L’accès des journalistes au Sahara occidental est fortement limité. Ainsi, on sait très peu de choses sur la vie des Sahraouis qui continuent de vivre dans la zone contestée.
Discrimination
« Notre groupe est masquée », a déclaré Fatima Tobarra, Présidente du Centre sahraoui pour les femmes et les enfants, lors d’une interview à Al Jazeera. « Nous voulions mettre en place une organisation officielle, mais les autorités marocaines ont refusé de traiter notre demande ».
Ce Centre estime que les habitants du Sahara sont fréquemment victimes de discrimination et de violence. « La police surveille les écoles et intimide les enfants sahraouis. Une fois à l’intérieur de l’école, ils doivent faire face à la discrimination des enseignants qui sont presque toujours Marocains », explique Tobarra. « Nos enfants ne peuvent même pas s’inscrire dans les activités des groupes d’enfants marocains. »

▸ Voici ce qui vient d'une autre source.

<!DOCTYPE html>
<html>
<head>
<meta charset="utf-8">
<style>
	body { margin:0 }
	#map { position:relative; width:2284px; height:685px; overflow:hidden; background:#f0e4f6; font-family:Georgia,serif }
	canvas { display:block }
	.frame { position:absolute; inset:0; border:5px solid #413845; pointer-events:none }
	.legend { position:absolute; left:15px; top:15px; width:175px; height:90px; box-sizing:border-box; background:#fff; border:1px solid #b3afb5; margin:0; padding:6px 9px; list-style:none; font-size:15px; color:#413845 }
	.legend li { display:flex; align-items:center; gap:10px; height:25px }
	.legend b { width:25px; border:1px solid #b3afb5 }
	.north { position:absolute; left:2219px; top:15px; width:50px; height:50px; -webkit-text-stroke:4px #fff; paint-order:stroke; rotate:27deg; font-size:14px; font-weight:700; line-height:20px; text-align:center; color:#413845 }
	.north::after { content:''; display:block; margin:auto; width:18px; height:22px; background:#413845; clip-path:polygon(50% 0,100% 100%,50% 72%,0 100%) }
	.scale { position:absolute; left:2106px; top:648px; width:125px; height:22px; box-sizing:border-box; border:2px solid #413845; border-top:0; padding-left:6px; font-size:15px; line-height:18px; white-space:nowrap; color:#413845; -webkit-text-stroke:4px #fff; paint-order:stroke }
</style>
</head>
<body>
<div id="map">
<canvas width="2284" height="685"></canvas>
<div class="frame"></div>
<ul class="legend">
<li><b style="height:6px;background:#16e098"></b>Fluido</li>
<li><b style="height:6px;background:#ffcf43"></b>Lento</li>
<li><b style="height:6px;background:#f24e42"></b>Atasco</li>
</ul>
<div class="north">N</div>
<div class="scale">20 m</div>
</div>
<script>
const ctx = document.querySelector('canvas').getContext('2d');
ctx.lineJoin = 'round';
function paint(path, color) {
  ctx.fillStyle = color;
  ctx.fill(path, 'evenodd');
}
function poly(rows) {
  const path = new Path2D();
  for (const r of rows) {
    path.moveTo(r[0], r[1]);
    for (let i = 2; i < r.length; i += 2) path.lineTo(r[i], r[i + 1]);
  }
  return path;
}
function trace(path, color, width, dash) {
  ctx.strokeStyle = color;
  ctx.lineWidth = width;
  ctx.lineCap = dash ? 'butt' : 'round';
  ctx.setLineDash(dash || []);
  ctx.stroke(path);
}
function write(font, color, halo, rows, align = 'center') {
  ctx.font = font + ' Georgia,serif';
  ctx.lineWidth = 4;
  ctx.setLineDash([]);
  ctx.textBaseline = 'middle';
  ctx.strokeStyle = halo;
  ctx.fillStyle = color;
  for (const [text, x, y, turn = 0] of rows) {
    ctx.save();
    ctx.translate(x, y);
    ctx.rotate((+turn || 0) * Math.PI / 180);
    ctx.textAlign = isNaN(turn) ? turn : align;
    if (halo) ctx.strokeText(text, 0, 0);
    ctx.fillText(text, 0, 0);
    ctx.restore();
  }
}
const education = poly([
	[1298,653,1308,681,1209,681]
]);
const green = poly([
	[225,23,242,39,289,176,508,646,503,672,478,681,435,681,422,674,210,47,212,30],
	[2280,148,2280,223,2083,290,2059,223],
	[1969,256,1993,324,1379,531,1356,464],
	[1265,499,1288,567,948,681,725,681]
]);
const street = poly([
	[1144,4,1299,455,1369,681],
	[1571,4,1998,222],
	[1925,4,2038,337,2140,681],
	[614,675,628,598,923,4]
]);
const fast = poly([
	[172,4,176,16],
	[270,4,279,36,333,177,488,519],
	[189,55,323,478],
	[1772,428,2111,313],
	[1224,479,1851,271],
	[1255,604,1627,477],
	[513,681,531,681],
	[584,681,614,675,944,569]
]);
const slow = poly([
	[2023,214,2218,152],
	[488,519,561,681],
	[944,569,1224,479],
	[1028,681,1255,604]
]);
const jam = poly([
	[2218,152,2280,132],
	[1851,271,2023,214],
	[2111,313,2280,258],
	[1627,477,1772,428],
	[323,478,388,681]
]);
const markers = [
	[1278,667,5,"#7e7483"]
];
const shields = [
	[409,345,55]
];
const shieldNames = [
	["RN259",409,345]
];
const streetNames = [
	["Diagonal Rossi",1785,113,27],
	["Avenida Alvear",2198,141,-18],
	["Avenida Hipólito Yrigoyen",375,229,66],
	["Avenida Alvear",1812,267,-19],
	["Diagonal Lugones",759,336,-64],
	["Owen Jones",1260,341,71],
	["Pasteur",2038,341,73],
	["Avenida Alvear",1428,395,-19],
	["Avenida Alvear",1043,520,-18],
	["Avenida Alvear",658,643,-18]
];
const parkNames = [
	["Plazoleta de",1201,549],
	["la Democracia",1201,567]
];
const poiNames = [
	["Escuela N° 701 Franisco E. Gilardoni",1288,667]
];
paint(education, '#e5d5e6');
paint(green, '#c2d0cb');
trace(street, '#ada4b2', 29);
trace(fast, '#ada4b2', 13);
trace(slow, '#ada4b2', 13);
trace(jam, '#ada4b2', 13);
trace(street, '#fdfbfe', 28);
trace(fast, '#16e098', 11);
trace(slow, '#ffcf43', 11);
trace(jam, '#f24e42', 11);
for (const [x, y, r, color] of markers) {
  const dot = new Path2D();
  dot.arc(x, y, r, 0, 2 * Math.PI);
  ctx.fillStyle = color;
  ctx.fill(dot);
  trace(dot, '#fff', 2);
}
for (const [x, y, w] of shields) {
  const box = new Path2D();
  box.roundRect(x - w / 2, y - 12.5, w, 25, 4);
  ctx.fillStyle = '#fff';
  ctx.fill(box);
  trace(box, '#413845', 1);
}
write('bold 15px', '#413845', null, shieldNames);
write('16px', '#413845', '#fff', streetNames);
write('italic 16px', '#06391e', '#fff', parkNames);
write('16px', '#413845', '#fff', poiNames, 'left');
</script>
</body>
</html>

« Ainsi, nous ne pouvons et nous ne voulons pas continuer à vivre ainsi. Nous voulons retrouver la liberté, tout comme les gens dans d’autres pays tels que la Tunisie et le Yémen », ajoute-t-elle.
Impunité
Malgré la présence massive des forces de l’ordre, les Sahraouis continuent d’organiser des manifestations contre l’administration marocaine en rappelant à chaque fois qu’ils sont considérés comme des citoyens de seconde classe.
Khalil, un jeune militant du mouvement de protestation Gdeim Izik affirme que les forces de sécurité ont décidé étouffer de manière préventive toute protestation et souvent à l’aide de balles. « Ils ne se soucient pas de savoir si vous êtes jeune ou vieux, homme ou femme – si vous êtes l’un des manifestants, ils vous attaqueront. »
Il y a souvent des blessés et parfois morts, mais la police nie systématiquement toute implication. Human Rights Watch peut également témoigner de la situation tendue. En 2010, l’un de leurs chercheurs a ainsi été battu en plein jour. L’organisation a qualifié l’attaque d’un exemple typique de l’impunité dont bénéficie les policiers du régime marocain.
L’actuel leader de la coordination Gdeim Izik, Lahib Salhi, affirme que « la population vit ici sous surveillance permanente et sous la baguette des Marocains La communauté internationale doit faire ce qu’elle nous a promis : organiser un référendum et nous donner l’occasion de vivre comme nous le voulons ».
Palestine
Il y a des similitudes à faire entre la situation au Sahara occidental et la Palestine, estiment certains observateurs. De ces deux territoires des superpuissances ont décidé de se retirer mais d’autres puissances étrangères ont décidé d’occuper ces territoires ; sur ces deux territoires la population indigène est fortement mise sous pression et les membres permanents du Conseil de sécurité de l’ONU font le maximum pour maintenir le statu quo.
Mais alors que le conflit israélo-palestinien est l’un des conflits les plus médiatisés de l’histoire au monde, peu de gens savent ce qui se passe au Sahara occidental.
De nombreux Sahraouis pensent que c’est la faute à la communauté internationale. « Les Marocains ont pris possession de notre pays parce qu’ils le peuvent, parce qu’ils se sont sentis forts et parce qu’ils avaient le soutien de la France, des Etats-Unis et de la Grande-Bretagne. Pourtant, ils savent que leurs arguments sont fallacieux. Combien de temps tout cela durera encore pour que le monde décide de mettre fin à cette injustice? », s’interroge M. Salhi.